If I were working on an older bike, I'd probably get either the M-590 or M-582 crankset. They're the new style of crankset with the outboard bottom bracket, which I find easier to install and remove, and I could swear I can feel the difference in stiffness. Before you let sticker shock deter you, keep in mind that these ship with the bottom bracket, although you should read the description because some of the M-590s are takeoffs. It's certainly a more expensive option than finding an inexpensive crankset for a cartridge bottom bracket and the bottom bracket elsewhere, but it's not a huge difference in price, especially once you consider shipping, I think. You'll need a special tool for the external bottom bracket, and you may or may not need the shell faced. So these add some expense. I'd let the shop remove the old bottom bracket and face the shell.

If you decide you want to go with the larger rings, which will often be described as trekking rings if you want Google Shopping to find them for you, the newer Deore and Deore LX cranks I just mentioned are available that way too.

My bike has an SLX crank and it's pretty sweet. But I kicked myself a little when the LX cranks started showing up on Jenson for $90. The Deore is around the 'net for $75.


----------



## getagrip (Mar 26, 2008)

Thanks again for the response. I just spoke to Trek again, and they said that the spindle size for a new bottom bracket is dependent on the new crank setup, rather than the spindle size of the current bottom bracket...which is based on the current crank setup. So, I think I need to decide on which crank to get first, then I need to figure out which bottom bracket size to get for that crank.
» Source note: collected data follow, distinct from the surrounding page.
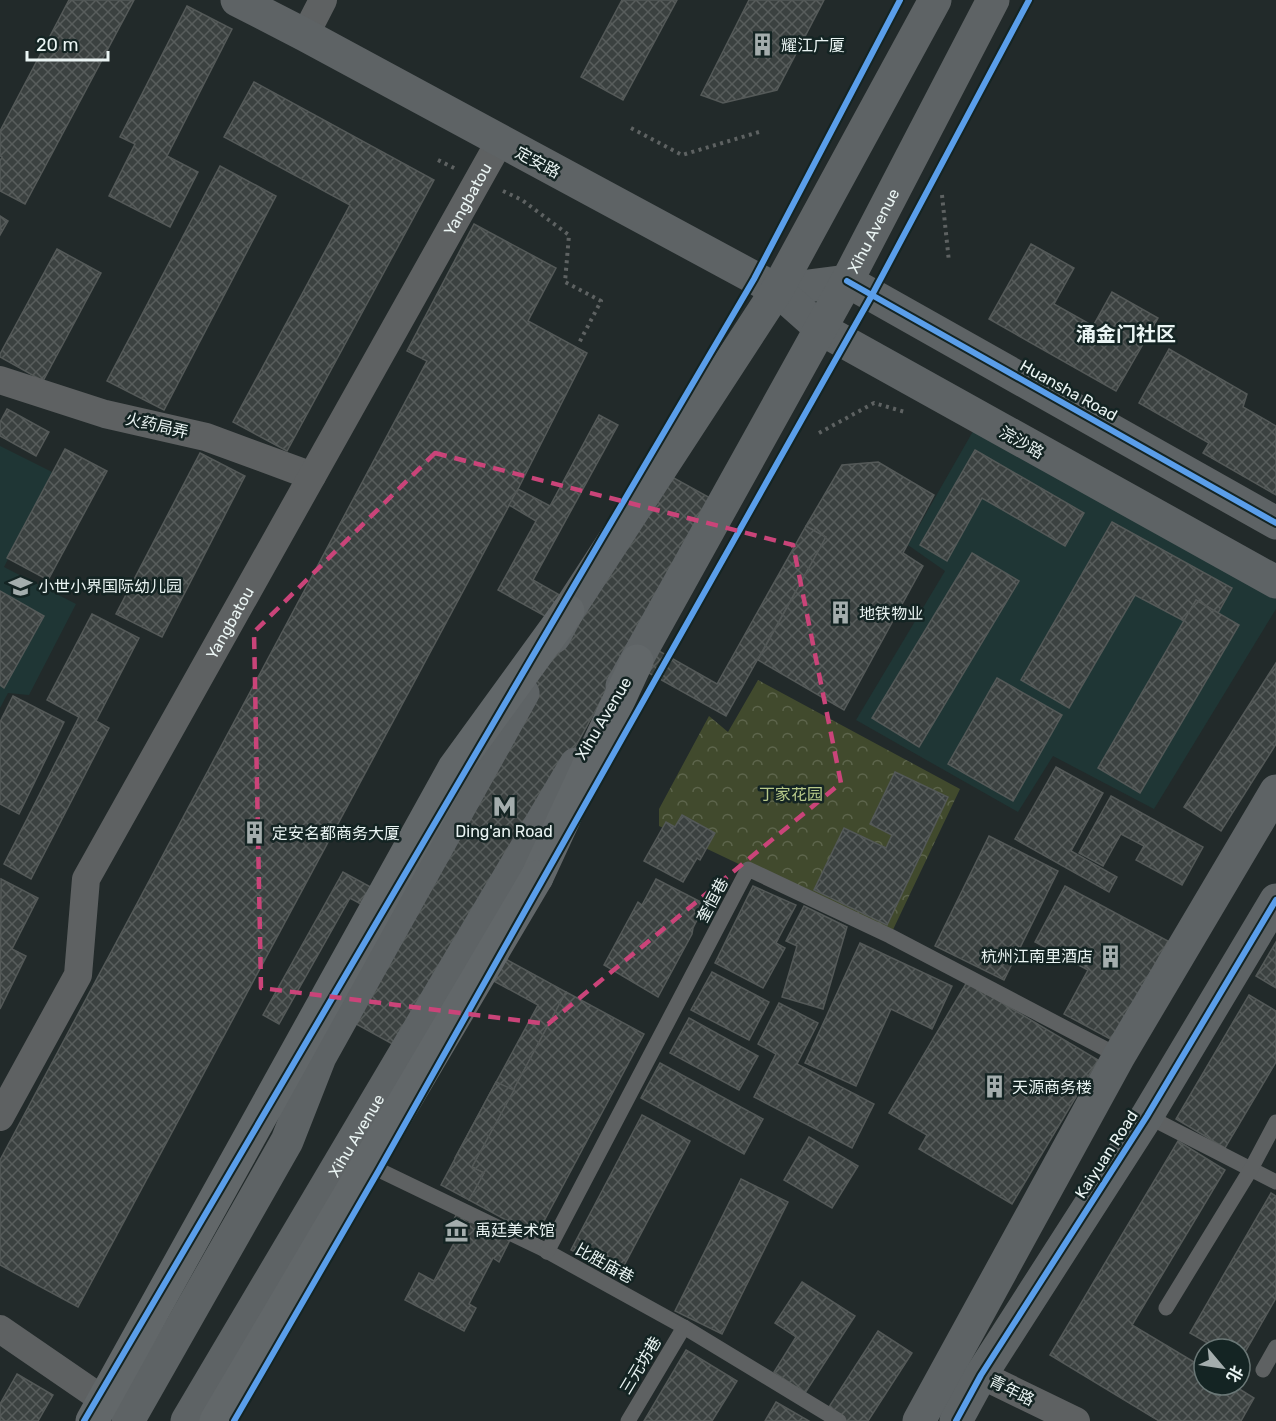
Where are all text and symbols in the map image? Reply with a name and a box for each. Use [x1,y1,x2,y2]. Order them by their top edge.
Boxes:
scale bar [27,24,108,62]
building icon: 耀江广厦 [750,32,776,58]
text: 20 m [36,34,78,56]
place label: 耀江广厦 [781,36,845,55]
street label: 定安路 [512,143,563,182]
street label: Yangbatou [440,160,496,239]
street label: Xihu Avenue [844,185,903,277]
district label: 涌金门社区 [1076,322,1176,346]
street label: Huansha Road [1017,356,1121,425]
street label: 火药局弄 [124,409,190,442]
street label: 浣沙路 [996,422,1047,462]
school or university icon: 小世小界国际幼儿园 [7,573,33,599]
place label: 小世小界国际幼儿园 [38,577,182,596]
street label: Yangbatou [202,583,258,663]
building icon: 地铁物业 [828,600,854,626]
place label: 地铁物业 [859,604,923,623]
street label: Xihu Avenue [571,674,636,763]
park label: 丁家花园 [759,785,823,804]
metro station icon: Ding'an Road [491,793,517,819]
building icon: 定安名都商务大厦 [241,820,267,846]
place label: Ding'an Road [455,822,553,841]
place label: 定安名都商务大厦 [272,824,400,843]
street label: 奎恒巷 [693,875,732,926]
building icon: 杭州江南里酒店 [1098,943,1124,969]
place label: 杭州江南里酒店 [981,947,1093,966]
building icon: 天源商务楼 [981,1074,1007,1100]
place label: 天源商务楼 [1012,1078,1092,1097]
street label: Xihu Avenue [325,1091,388,1180]
street label: Kaiyuan Road [1071,1107,1142,1202]
museum icon: 禹廷美术馆 [444,1217,470,1243]
place label: 禹廷美术馆 [475,1221,555,1240]
street label: 比胜庙巷 [572,1240,637,1287]
street label: 三元坊巷 [616,1333,665,1398]
north arrow [1192,1337,1252,1397]
text: 北 [1222,1362,1247,1386]
street label: 青年路 [986,1371,1038,1410]

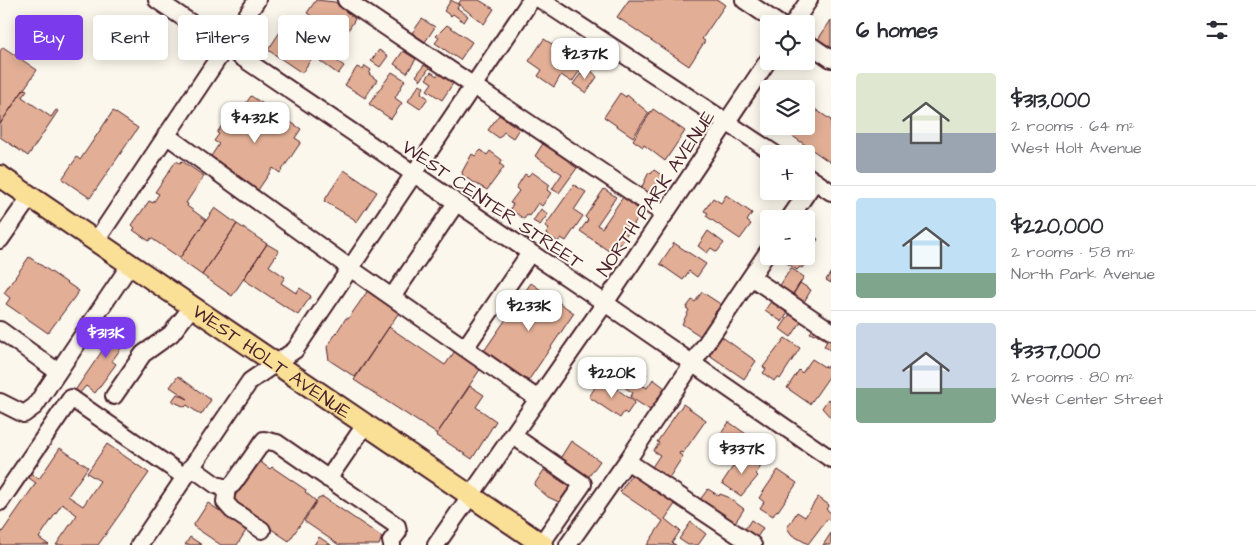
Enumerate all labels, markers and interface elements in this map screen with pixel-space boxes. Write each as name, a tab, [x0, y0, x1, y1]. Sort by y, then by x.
chip: Buy	[15, 15, 83, 60]
chip: Rent	[93, 15, 168, 60]
chip: Filters	[178, 15, 268, 60]
chip: New	[278, 15, 349, 60]
map controls	[760, 15, 815, 265]
button: locate	[760, 15, 815, 70]
text: 6 homes	[856, 16, 938, 45]
icon: filters	[1203, 16, 1231, 44]
pin: $237K	[550, 38, 620, 80]
text: $237K	[562, 43, 608, 65]
button: layers	[760, 80, 815, 135]
text: $313,000	[1011, 86, 1090, 115]
icon: home	[896, 93, 956, 153]
pin: $432K	[220, 102, 290, 144]
street label: NORTH PARK AVENUE	[590, 105, 722, 282]
text: $432K	[232, 107, 278, 129]
text: 2 rooms · 64 m²	[1011, 115, 1135, 137]
street label: WEST CENTER STREET	[396, 134, 588, 276]
text: West Holt Avenue	[1011, 137, 1142, 159]
button: +	[760, 145, 815, 200]
button: −	[760, 210, 815, 265]
text: $220,000	[1011, 212, 1103, 241]
icon: home	[896, 218, 956, 278]
text: 2 rooms · 58 m²	[1011, 241, 1136, 263]
text: North Park Avenue	[1011, 263, 1155, 285]
pin: $233K	[494, 290, 564, 332]
text: $233K	[507, 295, 551, 317]
street label: WEST HOLT AVENUE	[186, 298, 356, 426]
pin: $313K	[71, 316, 141, 359]
text: $313K	[88, 322, 124, 344]
text: $337,000	[1011, 337, 1100, 366]
icon: home	[896, 343, 956, 403]
pin: $220K	[577, 356, 647, 399]
text: $220K	[589, 362, 636, 384]
text: 2 rooms · 80 m²	[1011, 366, 1134, 388]
text: West Center Street	[1011, 388, 1163, 410]
pin: $337K	[707, 432, 777, 475]
text: $337K	[720, 438, 764, 460]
Thanks for the suggestions above on which cranks to get, but I think I'm going to go with my original plan with JensonUSA, because that is really a good deal:

http://www.jensonusa.com/store/product/CR703A00-Shimano+Deore+Crankset+M510.aspx

Also, after doing some thinking about it, I think a 44-32-22 setup might work best for me, and I'm guessing I should go with the square taper. The question is, what bottom bracket to get for that size crank? This is a bigger headache then I ever thought it would be, but I think I'm getting closer to the answer.


----------



## AndrwSwitch (Nov 8, 2007)

Shimano doesn't list it on their tech. docs anymore. Try emailing Jenson and see if they can tell you. The other thing you can do is buy the crank, and then take it to your LBS and buy the bottom bracket from them. They may not be crazy about it, but I think a lot of shops have realized that they need to at least act nice to a customer's face when the guy comes in with internet-purchased items, and they tend to make more money on accessories, clothing and service anyway.


----------



## getagrip (Mar 26, 2008)

Well, I checked out http://www.sheldonbrown.com/bbsize.html and came up with a spindle length of 110-113 mm for the Shimano M440, 480, 510 series, so it seems like it would be safe to go with a 113 mm. One thing that concerns me is that if my current spindle length is 124.5 mm, that's a 11.5 mm difference, just short of 1/2 inch. Then again, it really makes me wonder how accurate Trek's specs are in the first place, because even though I'm quite flawless, its hard to believe my estimated spindle length measurement of 115.9 mm is THAT far off, but I'm open to the possibility.


----------



## AndrwSwitch (Nov 8, 2007)

I think you're not quite getting what's really going on with bottom bracket spindle lengths.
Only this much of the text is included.